+++ Records shown

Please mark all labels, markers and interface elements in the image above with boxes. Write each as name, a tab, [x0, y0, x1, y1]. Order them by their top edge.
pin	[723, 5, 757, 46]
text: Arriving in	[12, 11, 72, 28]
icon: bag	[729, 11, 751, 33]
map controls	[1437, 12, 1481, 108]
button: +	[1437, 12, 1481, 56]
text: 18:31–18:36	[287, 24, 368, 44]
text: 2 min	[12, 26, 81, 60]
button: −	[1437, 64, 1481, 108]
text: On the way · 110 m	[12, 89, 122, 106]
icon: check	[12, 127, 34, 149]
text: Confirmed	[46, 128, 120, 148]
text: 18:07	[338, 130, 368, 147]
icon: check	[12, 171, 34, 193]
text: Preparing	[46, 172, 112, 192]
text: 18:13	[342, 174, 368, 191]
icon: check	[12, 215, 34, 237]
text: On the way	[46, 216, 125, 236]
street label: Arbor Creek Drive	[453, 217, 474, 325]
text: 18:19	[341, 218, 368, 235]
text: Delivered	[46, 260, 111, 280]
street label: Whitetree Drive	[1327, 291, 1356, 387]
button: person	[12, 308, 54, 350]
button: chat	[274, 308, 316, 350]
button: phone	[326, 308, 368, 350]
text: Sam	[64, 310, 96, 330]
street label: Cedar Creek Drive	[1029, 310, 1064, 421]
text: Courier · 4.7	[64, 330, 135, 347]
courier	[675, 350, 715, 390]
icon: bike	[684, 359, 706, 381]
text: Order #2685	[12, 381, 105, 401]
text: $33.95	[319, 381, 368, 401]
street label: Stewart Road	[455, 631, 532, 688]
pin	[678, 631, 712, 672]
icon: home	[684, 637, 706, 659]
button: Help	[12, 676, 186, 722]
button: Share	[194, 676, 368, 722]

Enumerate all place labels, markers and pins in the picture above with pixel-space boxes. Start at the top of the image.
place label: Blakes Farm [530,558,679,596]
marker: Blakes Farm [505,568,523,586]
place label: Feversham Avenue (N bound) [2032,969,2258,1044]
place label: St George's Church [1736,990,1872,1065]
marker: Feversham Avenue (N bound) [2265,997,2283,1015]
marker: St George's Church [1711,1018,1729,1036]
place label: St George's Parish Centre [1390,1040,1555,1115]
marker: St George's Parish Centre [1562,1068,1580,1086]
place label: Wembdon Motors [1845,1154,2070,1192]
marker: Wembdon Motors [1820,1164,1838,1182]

++++++

- _Exercise goal_
Nothing but a number should be given for this: how many lines in the entries above contain "Wembdon"?

- _Solution to the exercise_
2